Зло комком, тесня дыхание, поднималось у Антонины к горлу. Она хорошо помнила, как Макариха, являясь, бывало, в правление что-нибудь выпросить или в сельпо, когда туда привозили дефицитное, редкое и собиралась большая очередь, всегда напористо, крикливо утверждала свои права, свою первоочередность, выставляя Колькины заслуги: он, дескать, передовик-механизатор, он колхозу и пашет, и сеет, всю работу своим трактором делает, всех кормит. Война началась, едва Кольку повесткой в район, в военкомат, позвали, а Макариха уже пришла в правление с кучей всяких нужд, как мать военнослужащего, защитника Родины.
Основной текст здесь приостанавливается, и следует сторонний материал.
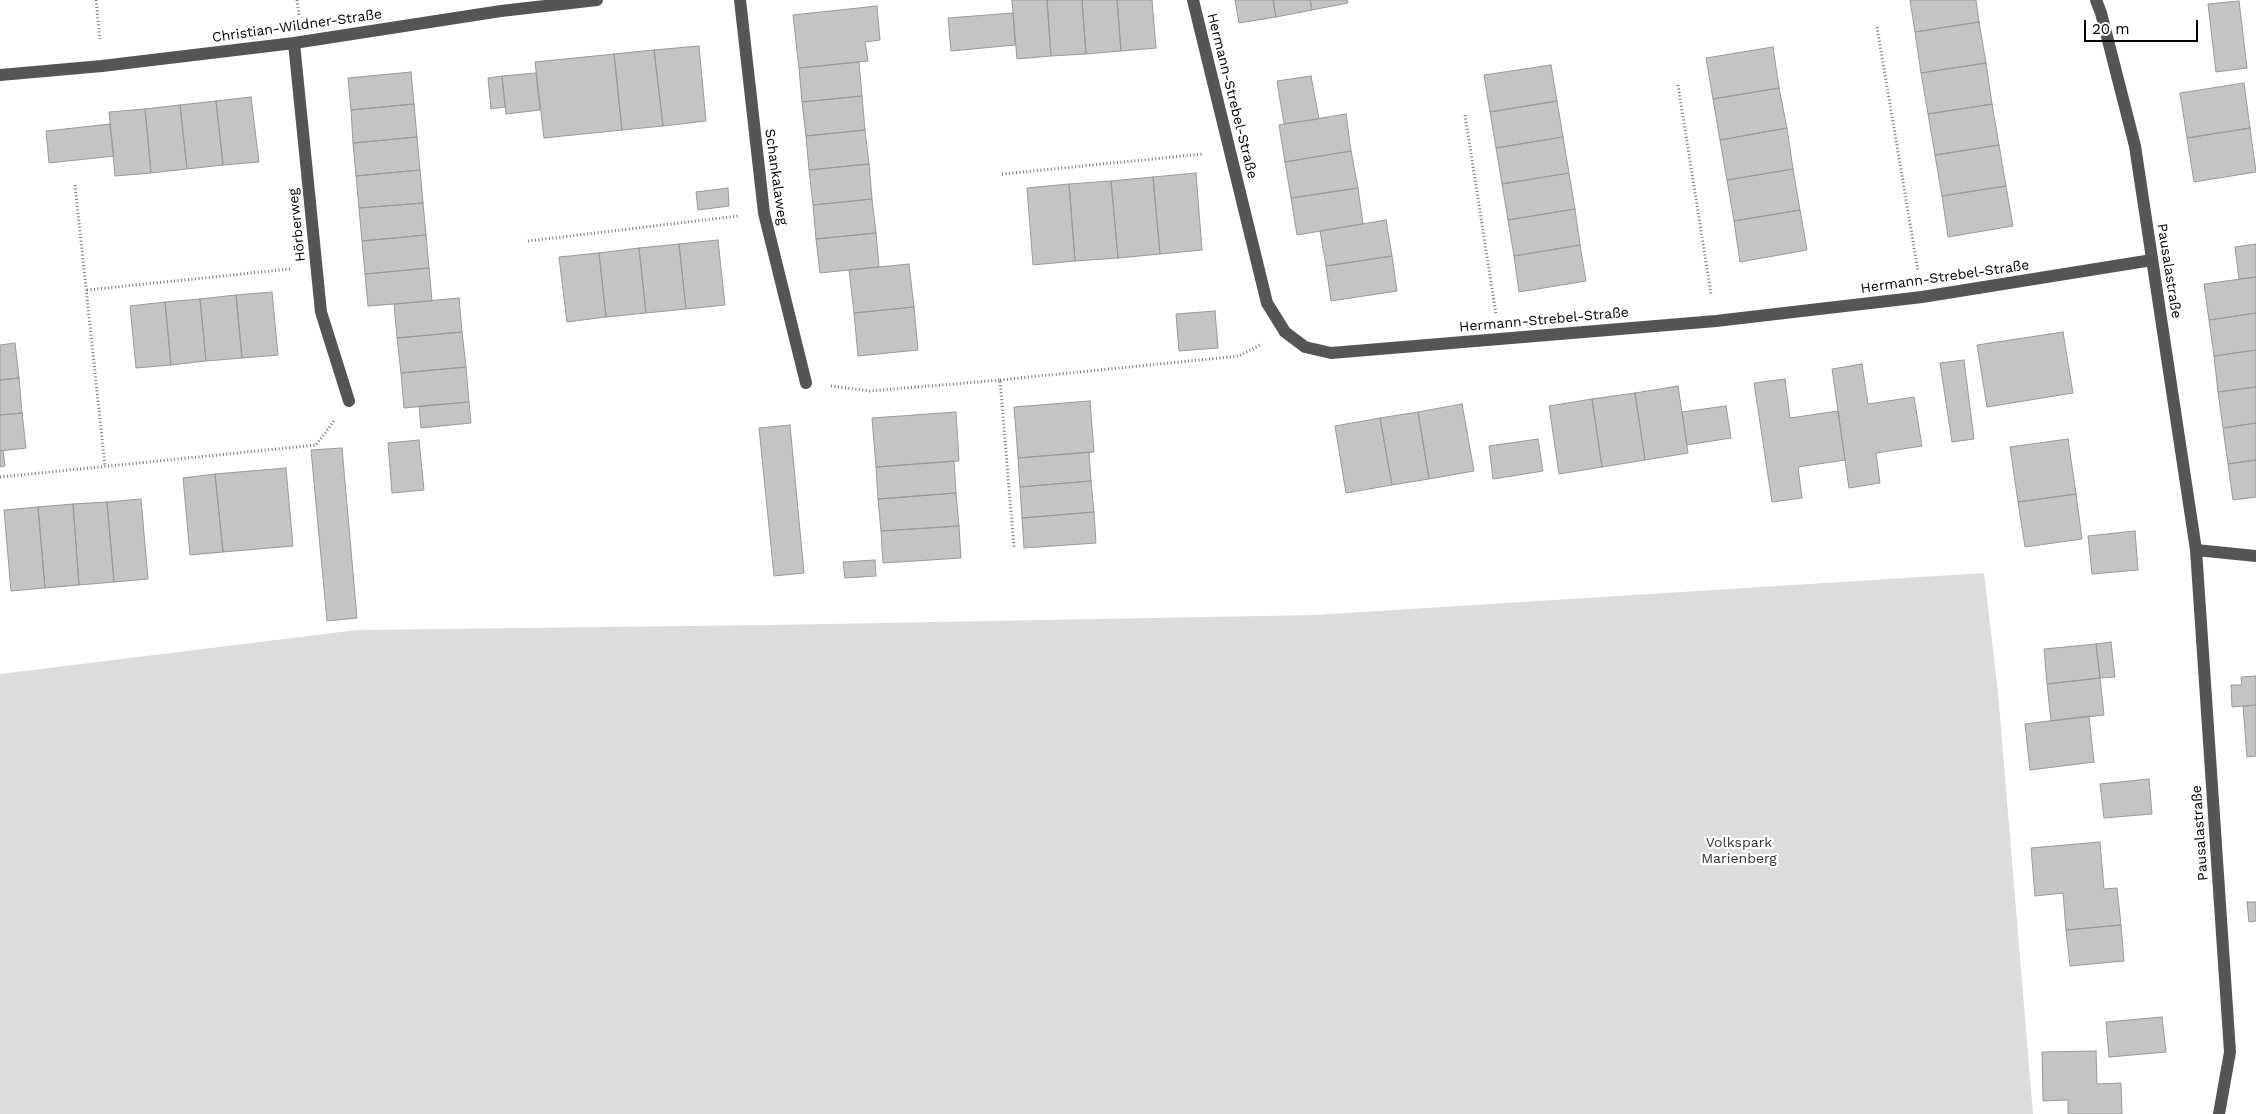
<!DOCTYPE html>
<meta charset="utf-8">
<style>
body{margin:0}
#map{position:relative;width:2256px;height:1114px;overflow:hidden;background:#fff;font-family:"Work Sans",sans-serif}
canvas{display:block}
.scale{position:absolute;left:2084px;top:20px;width:114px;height:22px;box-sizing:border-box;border:2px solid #000;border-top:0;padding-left:6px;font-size:15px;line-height:18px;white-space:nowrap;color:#000;-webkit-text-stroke:4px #fff;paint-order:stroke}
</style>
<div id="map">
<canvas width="2256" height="1114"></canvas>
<div class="scale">20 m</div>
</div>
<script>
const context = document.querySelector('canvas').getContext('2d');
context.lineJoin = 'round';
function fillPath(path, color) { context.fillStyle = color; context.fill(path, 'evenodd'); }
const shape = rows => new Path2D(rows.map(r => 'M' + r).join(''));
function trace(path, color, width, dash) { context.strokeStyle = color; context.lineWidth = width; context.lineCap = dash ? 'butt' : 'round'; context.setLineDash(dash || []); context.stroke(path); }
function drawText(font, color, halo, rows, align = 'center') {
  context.font = font + ' "Work Sans",sans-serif'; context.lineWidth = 4.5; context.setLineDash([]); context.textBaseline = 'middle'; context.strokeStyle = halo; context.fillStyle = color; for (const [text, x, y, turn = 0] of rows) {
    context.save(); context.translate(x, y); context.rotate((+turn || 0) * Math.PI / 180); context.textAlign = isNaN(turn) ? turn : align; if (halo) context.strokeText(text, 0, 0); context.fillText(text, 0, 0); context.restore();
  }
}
const green = shape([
 [1984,573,1998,692,2033,1114,0,1114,0,674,357,630,772,625,1315,615]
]);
const building = shape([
 [1012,0,1047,0,1051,56,1017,59,1012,0],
 [1047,0,1082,0,1086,54,1051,56,1047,0],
 [1082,0,1117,0,1121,51,1086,54,1082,0],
 [1117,0,1152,0,1156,48,1121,51,1117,0],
 [1235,0,1273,0,1276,17,1239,23,1235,0],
 [1273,0,1310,0,1312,10,1276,17,1273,0],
 [1310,0,1347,0,1348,3,1312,10,1310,0],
 [1910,0,1976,0,1979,22,1915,32,1910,0],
 [2239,1,2247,68,2216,72,2208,4,2239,1],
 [877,6,880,40,865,42,868,61,799,68,793,15,877,6],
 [1013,13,1015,45,951,51,948,18,1013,13],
 [1979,22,1986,63,1921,73,1915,32,1979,22],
 [699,46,706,121,663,126,654,50,699,46],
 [1773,47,1779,88,1713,99,1706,58,1773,47],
 [654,50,663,126,622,130,614,54,654,50],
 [614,54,622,130,544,138,535,62,614,54],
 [859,62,862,96,802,102,799,68,859,62],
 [1986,63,1992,104,1928,114,1921,73,1986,63],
 [1551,65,1557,101,1490,112,1484,75,1551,65],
 [411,72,414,104,351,110,348,78,411,72],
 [536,73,540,110,506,114,502,76,536,73],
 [502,76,505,107,491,109,488,78,502,76],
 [1311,76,1319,119,1284,124,1277,81,1311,76],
 [2244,83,2250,128,2187,138,2180,93,2244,83],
 [1779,88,1787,128,1720,140,1713,99,1779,88],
 [862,96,865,130,806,136,802,102,862,96],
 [251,97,259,162,223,165,216,101,251,97],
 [216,101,223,165,187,169,180,105,216,101],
 [1557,101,1563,137,1496,148,1490,112,1557,101],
 [414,104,417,137,353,143,351,110,414,104],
 [1992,104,1999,145,1935,155,1928,114,1992,104],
 [180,105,187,169,151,173,145,109,180,105],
 [145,109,151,173,115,176,109,112,145,109],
 [1346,114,1351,151,1285,162,1279,125,1346,114],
 [110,124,114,156,49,163,46,131,110,124],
 [1787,128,1793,169,1727,180,1720,140,1787,128],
 [2250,128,2256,172,2194,182,2187,138,2250,128],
 [865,130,869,164,809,170,806,136,865,130],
 [417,137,420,170,356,176,353,143,417,137],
 [1563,137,1569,173,1502,184,1496,148,1563,137],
 [1999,145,2006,186,1942,196,1935,155,1999,145],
 [1351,151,1358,188,1291,198,1285,162,1351,151],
 [869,164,872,199,813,205,809,170,869,164],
 [1793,169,1800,210,1734,221,1727,180,1793,169],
 [420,170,423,203,359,208,356,176,420,170],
 [1196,173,1202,250,1160,254,1153,177,1196,173],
 [1569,173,1575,209,1508,220,1502,184,1569,173],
 [1153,177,1160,254,1118,258,1111,181,1153,177],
 [1111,181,1118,258,1075,261,1069,184,1111,181],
 [1069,184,1075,261,1033,265,1027,188,1069,184],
 [2006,186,2013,226,1948,237,1942,196,2006,186],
 [728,188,729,206,698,210,696,192,728,188],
 [1358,188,1363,224,1297,235,1291,198,1358,188],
 [872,199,876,233,816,239,813,205,872,199],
 [423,203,426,235,362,241,359,208,423,203],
 [1575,209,1580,245,1514,256,1508,220,1575,209],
 [1800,210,1807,250,1740,262,1734,221,1800,210],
 [1386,220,1392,256,1326,266,1320,231,1386,220],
 [876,233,879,267,820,273,816,239,876,233],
 [426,235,429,268,365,274,362,241,426,235],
 [718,240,725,305,686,309,679,244,718,240],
 [679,244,686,309,646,313,639,248,679,244],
 [2256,244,2256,277,2239,279,2235,247,2256,244],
 [1580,245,1586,281,1519,292,1514,256,1580,245],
 [639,248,646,313,606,317,599,253,639,248],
 [599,253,606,317,567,322,559,257,599,253],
 [1392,256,1397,291,1331,301,1326,266,1392,256],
 [909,264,914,307,854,313,849,270,909,264],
 [429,268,432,301,368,306,365,274,429,268],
 [2256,277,2256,313,2209,320,2204,284,2256,277],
 [272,292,278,355,242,358,236,295,272,292],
 [236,295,242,358,206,361,200,299,236,295],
 [459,298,462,332,397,338,394,304,459,298],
 [200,299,206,361,171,365,165,302,200,299],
 [165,302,171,365,136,368,130,306,165,302],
 [914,307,918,350,858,356,854,313,914,307],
 [1215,311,1218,348,1179,351,1176,314,1215,311],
 [2256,313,2256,350,2214,356,2209,320,2256,313],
 [462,332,466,367,401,373,397,338,462,332],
 [2063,332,2073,393,1987,407,1977,345,2063,332],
 [15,343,19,378,0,380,0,345,15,343],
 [2256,350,2256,387,2218,392,2214,356,2256,350],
 [1964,360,1974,439,1952,442,1940,363,1964,360],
 [1862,364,1868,404,1914,397,1922,446,1876,453,1880,483,1849,488,1832,369,1862,364],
 [466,367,469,402,404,408,401,373,466,367],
 [19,378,22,413,0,415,0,380,19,378],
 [1785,379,1790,418,1838,411,1845,460,1798,467,1802,498,1772,502,1754,383,1785,379],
 [1678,386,1688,453,1645,460,1635,393,1678,386],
 [2256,387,2256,423,2223,428,2218,392,2256,387],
 [1635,393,1645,460,1602,467,1592,399,1635,393],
 [1592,399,1602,467,1559,474,1549,406,1592,399],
 [1090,401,1094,452,1018,458,1014,407,1090,401],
 [469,402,471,423,421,428,419,406,469,402],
 [1462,404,1474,471,1429,479,1418,412,1462,404],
 [1726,406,1731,438,1687,445,1682,412,1726,406],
 [956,412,959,461,876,467,872,418,956,412],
 [1418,412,1429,479,1392,485,1380,418,1418,412],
 [22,413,26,448,0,451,0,415,22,413],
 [1380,418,1392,485,1346,493,1335,426,1380,418],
 [2256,423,2256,460,2228,464,2223,428,2256,423],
 [790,425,804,573,774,576,759,428,790,425],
 [1538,439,1543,471,1493,479,1489,446,1538,439],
 [2068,439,2076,494,2018,502,2010,447,2068,439],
 [419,440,424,490,392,493,388,443,419,440],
 [342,448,357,618,327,621,311,450,342,448],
 [3,450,5,466,0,467,0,451,3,450],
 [1089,452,1091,481,1020,487,1018,458,1089,452],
 [2256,460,2256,497,2233,500,2228,464,2256,460],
 [954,461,956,493,878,499,876,467,954,461],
 [286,468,293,546,223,552,215,474,286,468],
 [215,474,223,552,190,555,183,478,215,474],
 [1091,481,1094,512,1022,518,1020,487,1091,481],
 [956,493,959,526,881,531,878,499,956,493],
 [2076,494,2082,539,2025,547,2018,502,2076,494],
 [141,499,148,579,114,582,107,502,141,499],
 [107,502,114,582,79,585,73,504,107,502],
 [73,504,79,585,45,588,38,507,73,504],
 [38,507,45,588,11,591,4,510,38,507],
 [1094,512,1096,543,1024,548,1022,518,1094,512],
 [959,526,961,558,883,563,881,531,959,526],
 [2135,531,2138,570,2092,574,2088,536,2135,531],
 [875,560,876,576,845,578,843,562,875,560],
 [2111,642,2115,677,2100,678,2096,644,2111,642],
 [2096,644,2100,678,2047,684,2044,649,2096,644],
 [2256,676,2256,705,2232,707,2231,685,2242,685,2241,677,2256,676],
 [2100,678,2104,715,2051,721,2047,684,2100,678],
 [2256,705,2256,756,2247,757,2243,706,2256,705],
 [2089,716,2094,762,2030,770,2025,724,2089,716],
 [2149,779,2152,814,2104,818,2100,784,2149,779],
 [2100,842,2104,889,2117,888,2121,925,2066,930,2063,893,2035,896,2031,848,2100,842],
 [2247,902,2256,902,2256,921,2249,922,2247,902],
 [2121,925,2124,961,2070,966,2066,930,2121,925],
 [2162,1017,2166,1052,2109,1057,2106,1022,2162,1017],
 [2096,1051,2097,1084,2121,1083,2122,1114,2068,1114,2068,1100,2043,1101,2042,1052,2096,1051]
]);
const path = shape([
 [96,0,100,39],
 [297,0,299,16],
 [1877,27,1918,271],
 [1678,85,1711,294],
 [1465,115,1496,314],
 [1002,174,1203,154],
 [75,185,105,466],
 [528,241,738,216],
 [87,290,290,269],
 [1000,380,1239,356,1262,344],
 [831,386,870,391,1000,380,1014,548],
 [0,477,316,445,334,421]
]);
const minor = shape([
 [740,0,764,213,806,383],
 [1193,0,1267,303,1285,332,1305,347,1331,353,1716,321,1922,297,2152,260],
 [2096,0,2101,13,2135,146,2196,550,2256,556],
 [294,43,321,312,349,401],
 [0,75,102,66,294,43,501,11,597,0],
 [2196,550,2230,1052,2219,1114]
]);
const streetNames = [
 ["Christian-Wildner-Straße",297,26,-8],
 ["Hermann-Strebel-Straße",1232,96,76],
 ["Schankalaweg",776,177,82],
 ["Hörberweg",297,225,-96],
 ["Pausalastraße",2169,271,81],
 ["Hermann-Strebel-Straße",1945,277,-8],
 ["Hermann-Strebel-Straße",1544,320,-5],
 ["Pausalastraße",2200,833,-94]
];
const parkNames = [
 ["Volkspark",1739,843],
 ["Marienberg",1739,859]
];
fillPath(green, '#dcdcdc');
fillPath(building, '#c4c4c4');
trace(building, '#999', 1);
trace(path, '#777', 3, [1, 2.5]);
trace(minor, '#555', 12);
drawText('14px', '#000', '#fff', streetNames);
drawText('14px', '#333', '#fff', parkNames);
</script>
И Макарихе всегда уваживали, сдавались перед ее напором, крикливо?! требовательностью, — выписывали, что она просила, пропускали вне очереди вперед…
Мать помолчала, присев на лавку, держа сухие, морщинистые руки на коленях, сутуля острые худые плечи.
— Оно ведь и правда — страх подаваться от дома… Что у нас с тобой — ничего против людей нет, а все ж таки тоже добро: хлеба пудов двадцать, проса десять пудов, огурцов кадка насоленная, капуста… Картошки за двести ведер, цельный подпол… Пеструха, поросенок, куры… Что с собой заберешь? Курей еще в плетенке увезть можно, поросенка в мешок завязать, а хлеба, картошки — мешок, другой… Надолго ли хватит?
— Так что ж — из-за картошки этой самой поганой к фашистам в холуи определяться? — сдерживая себя, сказала Антонина. Ей послышалось, будто пример Макарихи вызвал у матери какие-то колебания в душе, и она, излагая свои раздумья, ищет подхода, подступа к тому, что пока не решается ясно выразить.
— Что ты, как можно! Да пропади все пропадом! — поспешно сказала мать, выпрямляя свою сутулость. — И картошку эту отымут, и самих изведут. Макариха дура, ум куцый, это в ней жадность все… Нехай, нехай, она ищ хлебнет горюшка!
— А другие как? — спросила Антонина. — Что думают?
— Да что… Я всех не обспрашивала. Да оно и так видать. У всех ум врастопырку, и туда, и сюда… Ведь жизнью наживалось, не в один день… Чаплюшка какая ржавая — и та нужна, черепок глиняный, битый, а без его и курёнка не напоить… А главней всего — огороды. Огород кормилец, на нем все держится. Дом, скажем, сгорит, — земляночку исделать можно, в одном исподнем остался — и то еще не полная беда, коли с огородом… Что ни то, а родит он, кормилец, ботвой одной — и то от голоду убережет… Легко ль тут решить? Вот и посуди людей строго! За тобой уж разов пять прибегали, твоего слова ждут. Будто ты всех умней, одна за всех порешить можешь…
Антонина не доела щи, но голод все же перебила теми ложками, что успела торопливо проглотить, той парой оладей, что дожевывала уже на ходу, накидывая платок и застегивая жакетку.
Она отматывала от палисадника вожжи и тут увидела Раису, бегущую со стороны правления.
— Звонят, что ли? Из райкома? — встревожилась Антонина.
— Да нет, пока не звонили еще. Там народ сидит, есть кому послушать. Это я бричку вашу увидала, перехватить вас. Я портреты собрала, Антонина Петровна… Еще вот знамя в правлении… — Тут только Раиса перевела дыхание, протараторив все без передышки, с лету. — Его от древка только отцепить. Я вас дожидалась. Куда прятать будем? Я так думаю — надо где-нибудь зарыть, в овраге, например, чтоб никто не знал и подсмотреть не мог.